*** Opening of Exercise data ***

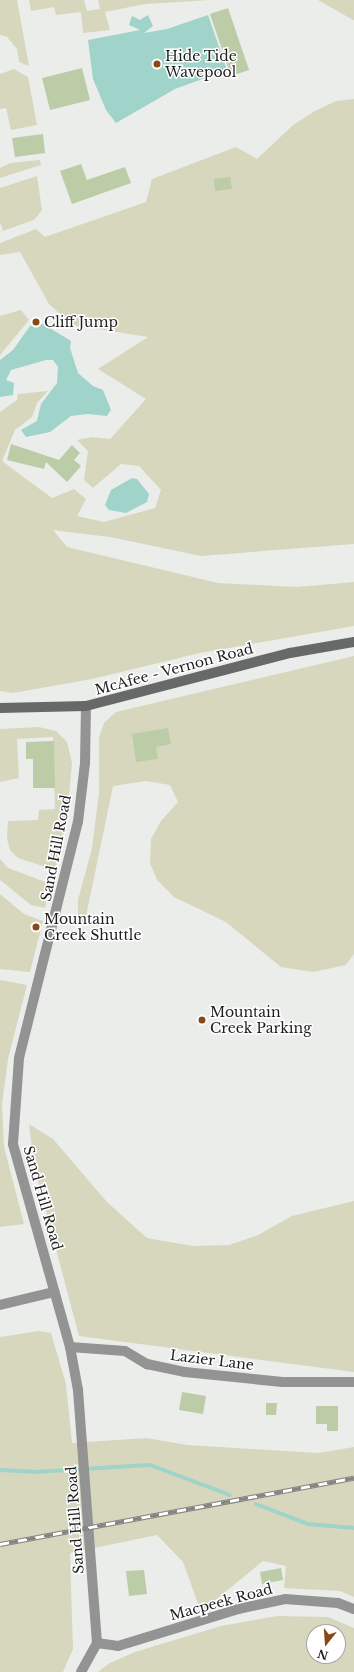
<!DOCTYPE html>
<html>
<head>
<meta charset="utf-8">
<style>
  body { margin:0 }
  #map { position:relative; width:354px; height:1672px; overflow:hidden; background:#ebedeb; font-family:"Libre Baskerville",serif }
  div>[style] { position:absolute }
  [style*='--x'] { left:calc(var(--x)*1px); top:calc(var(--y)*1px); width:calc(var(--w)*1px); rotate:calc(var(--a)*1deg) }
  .green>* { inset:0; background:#d7d7be }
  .water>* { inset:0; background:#a0d3c9 }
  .stream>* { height:4px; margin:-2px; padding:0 2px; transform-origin:2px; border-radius:2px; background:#a0d3c9 }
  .building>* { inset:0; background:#bccca6 }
  .minor>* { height:10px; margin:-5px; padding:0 5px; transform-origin:5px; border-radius:5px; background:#929392 }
  .secondary>* { height:10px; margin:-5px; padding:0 5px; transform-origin:5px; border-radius:5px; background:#676968 }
  .rail>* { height:4.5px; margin-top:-2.25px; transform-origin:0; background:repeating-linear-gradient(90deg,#fff 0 9px,#838483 0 18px); box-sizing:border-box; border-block:1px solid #838483 }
  .dots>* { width:11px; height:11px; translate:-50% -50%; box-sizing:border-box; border:2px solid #fff; border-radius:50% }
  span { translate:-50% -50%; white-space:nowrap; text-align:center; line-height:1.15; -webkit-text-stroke:3px #fff; paint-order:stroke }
  .poi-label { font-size:14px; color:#1d1e1d }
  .left { translate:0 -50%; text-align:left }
  .street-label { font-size:14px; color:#1d1e1d }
  .north { position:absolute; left:306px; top:1624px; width:40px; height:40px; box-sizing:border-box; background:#fff; border:1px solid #a5a5a5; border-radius:50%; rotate:197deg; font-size:11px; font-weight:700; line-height:16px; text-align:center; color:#1d1e1d }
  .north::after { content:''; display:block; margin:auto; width:14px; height:18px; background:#8a4717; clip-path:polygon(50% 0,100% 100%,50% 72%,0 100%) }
</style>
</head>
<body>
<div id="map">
  <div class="green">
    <div style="clip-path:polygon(0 0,17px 0,29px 66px,19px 62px,17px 49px,7px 37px,0 35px)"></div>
    <div style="clip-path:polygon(29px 0,84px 0,87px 11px,100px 9px,98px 0,210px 0,145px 4px,105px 12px,110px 30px,83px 33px,81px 12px,56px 15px,54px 7px,31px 11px)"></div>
    <div style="clip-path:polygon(318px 0,354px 0,354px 20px,353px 20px)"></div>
    <div style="clip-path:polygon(14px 69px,28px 77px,37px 125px,11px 130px,6px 108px,0 109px,0 74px)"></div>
    <div style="clip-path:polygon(354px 99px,354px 544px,201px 556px,110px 537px,53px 530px,67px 547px,218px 583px,297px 587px,354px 582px,354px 626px,200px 653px,92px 679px,13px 693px,0 691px,0 412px,17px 400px,18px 394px,48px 391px,37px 403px,32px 417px,15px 430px,2px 461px,52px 498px,74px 489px,86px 499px,77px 516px,104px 522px,155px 508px,161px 490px,139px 466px,121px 464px,93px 488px,84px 480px,88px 451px,77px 440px,92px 437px,110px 439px,146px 399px,98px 369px,148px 337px,72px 325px,49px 304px,20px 252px,0 255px,0 243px,36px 229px,45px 237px,146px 202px,152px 179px,236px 147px,257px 159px,293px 125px,315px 111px,336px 101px)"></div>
    <div style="clip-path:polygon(40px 160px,41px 165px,0 178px,0 168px,10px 163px)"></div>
    <div style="clip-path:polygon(37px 176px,42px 210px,34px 220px,0 232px,3px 230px,0 223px,0 188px)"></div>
    <div style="clip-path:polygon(21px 310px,29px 320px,0 355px,0 316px)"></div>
    <div style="clip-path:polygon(354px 656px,354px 954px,346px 965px,313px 972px,281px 967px,226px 922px,174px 897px,157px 880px,150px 863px,151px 839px,161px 821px,178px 802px,170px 785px,146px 781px,113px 786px,84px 926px,78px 920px,78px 900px,92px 848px,99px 793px,99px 737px,104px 723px,116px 712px)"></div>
    <div style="clip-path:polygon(39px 727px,56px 731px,67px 742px,72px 763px,67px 818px,55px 870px,18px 858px,10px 850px,7px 839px,8px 821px,38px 820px,39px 810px,55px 809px,53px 737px,17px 739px,19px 778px,0 782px,0 729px)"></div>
    <div style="clip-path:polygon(0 859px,8px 868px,51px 884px,45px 908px,31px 905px,0 880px)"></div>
    <div style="clip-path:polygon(0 894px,24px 914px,43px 921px,30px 972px,0 969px)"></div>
    <div style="clip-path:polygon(0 980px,27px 985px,8px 1059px,2px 1104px,4px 1147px,24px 1224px,0 1227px)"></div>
    <div style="clip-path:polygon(29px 1124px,53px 1139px,107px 1202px,147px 1238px,193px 1246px,229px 1245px,258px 1235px,292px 1216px,354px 1201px,354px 1372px,79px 1336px,34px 1166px)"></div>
    <div style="clip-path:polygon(39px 1331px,51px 1333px,66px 1384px,72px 1443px,147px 1438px,187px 1445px,319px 1453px,354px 1447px,354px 1597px,340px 1591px,284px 1588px,286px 1566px,263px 1561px,201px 1612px,183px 1562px,157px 1535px,70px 1553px,73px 1649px,63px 1672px,0 1672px,0 1337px)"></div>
    <div style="clip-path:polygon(evenodd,277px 1616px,328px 1617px,354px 1628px,354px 1672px,98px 1672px,108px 1664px,135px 1652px,221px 1626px,277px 1616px,314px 1632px,338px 1632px,338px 1656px,314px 1656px,314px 1632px)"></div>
  </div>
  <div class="water">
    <div style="clip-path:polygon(148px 15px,153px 26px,144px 33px,167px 29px,208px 15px,227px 70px,175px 89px,116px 123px,106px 110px,93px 79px,88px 40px,140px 30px,129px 25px,132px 16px,140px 20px)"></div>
    <div style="clip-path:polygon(43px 324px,71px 341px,70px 348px,78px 373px,93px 386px,103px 390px,111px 410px,107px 416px,88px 414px,71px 416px,50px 432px,26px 437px,21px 430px,37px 421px,41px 404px,57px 383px,58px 367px,53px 360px,46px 360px,11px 370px,6px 380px,14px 383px,13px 395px,0 397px,0 360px,13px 350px,30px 326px)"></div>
    <div style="clip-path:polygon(132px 478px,137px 479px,149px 494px,147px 502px,126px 513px,109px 510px,105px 505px,111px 490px)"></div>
  </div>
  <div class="stream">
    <div style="--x:0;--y:1470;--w:34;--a:3"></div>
    <div style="--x:34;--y:1472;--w:116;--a:-3.5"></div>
    <div style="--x:150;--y:1465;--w:85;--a:20.6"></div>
    <div style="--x:256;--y:1504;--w:56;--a:21"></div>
    <div style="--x:308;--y:1524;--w:46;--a:5"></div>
  </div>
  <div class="building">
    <div style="clip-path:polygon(228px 8px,249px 70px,231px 76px,210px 14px)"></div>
    <div style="clip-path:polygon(82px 68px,90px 100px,50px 110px,42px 78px)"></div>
    <div style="clip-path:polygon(43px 134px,45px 153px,15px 157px,12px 138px)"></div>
    <div style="clip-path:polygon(81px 164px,87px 180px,125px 167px,131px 183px,72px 204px,60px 171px)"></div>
    <div style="clip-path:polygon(230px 177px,232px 189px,215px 191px,214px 179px)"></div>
    <div style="clip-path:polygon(11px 444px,59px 460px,72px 445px,80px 453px,74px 460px,81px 466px,67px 482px,46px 462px,44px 469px,7px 460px)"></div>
    <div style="clip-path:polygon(168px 728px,171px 744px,156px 747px,158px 759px,136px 762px,132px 734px)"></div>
    <div style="clip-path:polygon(54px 741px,55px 788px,33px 788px,33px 759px,26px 759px,26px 742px)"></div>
    <div style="clip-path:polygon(182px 1392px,206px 1396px,203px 1414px,179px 1410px)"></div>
    <div style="clip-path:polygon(266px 1403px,277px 1403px,276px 1415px,266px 1415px)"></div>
    <div style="clip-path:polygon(316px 1406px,338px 1406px,338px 1431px,327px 1431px,327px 1424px,316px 1424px)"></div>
    <div style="clip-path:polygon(281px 1568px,283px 1580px,262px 1584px,260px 1572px)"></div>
    <div style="clip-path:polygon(144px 1570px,147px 1594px,129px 1596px,126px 1571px)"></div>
  </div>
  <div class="minor">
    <div style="--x:0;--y:1305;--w:56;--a:-13.5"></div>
    <div style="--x:70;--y:1347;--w:55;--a:4.2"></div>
    <div style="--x:125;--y:1351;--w:26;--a:31"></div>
    <div style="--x:147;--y:1364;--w:39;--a:12"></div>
    <div style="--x:185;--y:1372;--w:98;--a:5.9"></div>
    <div style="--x:282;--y:1382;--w:72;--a:0"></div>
    <div style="--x:97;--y:1643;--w:21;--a:8"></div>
    <div style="--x:118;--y:1646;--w:126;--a:-17.1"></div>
    <div style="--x:238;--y:1609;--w:48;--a:-12"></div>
    <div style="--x:285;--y:1599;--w:53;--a:4.3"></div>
    <div style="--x:338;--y:1603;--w:17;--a:21"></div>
    <div style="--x:81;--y:1672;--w:33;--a:-61"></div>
    <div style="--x:97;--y:1643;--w:254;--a:-94.3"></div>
    <div style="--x:78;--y:1390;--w:44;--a:-100.5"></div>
    <div style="--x:70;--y:1347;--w:211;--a:-105.7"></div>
    <div style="--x:13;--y:1144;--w:86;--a:-86"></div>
    <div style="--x:19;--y:1058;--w:243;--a:-76"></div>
    <div style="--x:78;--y:822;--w:59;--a:-83.2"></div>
    <div style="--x:85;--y:763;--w:57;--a:-89"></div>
  </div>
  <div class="secondary">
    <div style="--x:0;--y:708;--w:86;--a:-1.3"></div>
    <div style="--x:86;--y:706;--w:211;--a:-14.6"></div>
    <div style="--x:290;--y:653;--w:65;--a:-9.8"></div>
  </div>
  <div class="rail">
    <div style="--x:0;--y:1544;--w:360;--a:-10.6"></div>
  </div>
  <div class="dots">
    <div style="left:157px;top:64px;background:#8a4717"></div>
    <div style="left:36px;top:322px;background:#8a4717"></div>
    <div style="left:36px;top:927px;background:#8a4717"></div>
    <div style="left:202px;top:1020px;background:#8a4717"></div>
  </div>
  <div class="poi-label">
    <span class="left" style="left:165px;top:64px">Hide Tide<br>Wavepool</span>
    <span class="left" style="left:44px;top:322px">Cliff Jump</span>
    <span class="left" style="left:44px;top:927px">Mountain<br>Creek Shuttle</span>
    <span class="left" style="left:210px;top:1020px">Mountain<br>Creek Parking</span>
  </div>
  <div class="street-label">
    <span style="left:174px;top:669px;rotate:-15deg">McAfee - Vernon Road</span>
    <span style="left:56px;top:848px;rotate:-79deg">Sand Hill Road</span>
    <span style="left:43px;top:1198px;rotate:74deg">Sand Hill Road</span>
    <span style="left:212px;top:1360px;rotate:7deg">Lazier Lane</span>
    <span style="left:75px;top:1520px;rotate:-94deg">Sand Hill Road</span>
    <span style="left:221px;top:1602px;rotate:-15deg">Macpeek Road</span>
  </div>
  <div class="north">N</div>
</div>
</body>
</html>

*** Close of Exercise data ***

§ What is expected
What you should return is the exact text of every line from the top of the entries through the line with "height:4px; margin:-2px; padding:0", pictures removed.

§ Task response
<!DOCTYPE html>
<html>
<head>
<meta charset="utf-8">
<style>
  body { margin:0 }
  #map { position:relative; width:354px; height:1672px; overflow:hidden; background:#ebedeb; font-family:"Libre Baskerville",serif }
  div>[style] { position:absolute }
  [style*='--x'] { left:calc(var(--x)*1px); top:calc(var(--y)*1px); width:calc(var(--w)*1px); rotate:calc(var(--a)*1deg) }
  .green>* { inset:0; background:#d7d7be }
  .water>* { inset:0; background:#a0d3c9 }
  .stream>* { height:4px; margin:-2px; padding:0 2px; transform-origin:2px; border-radius:2px; background:#a0d3c9 }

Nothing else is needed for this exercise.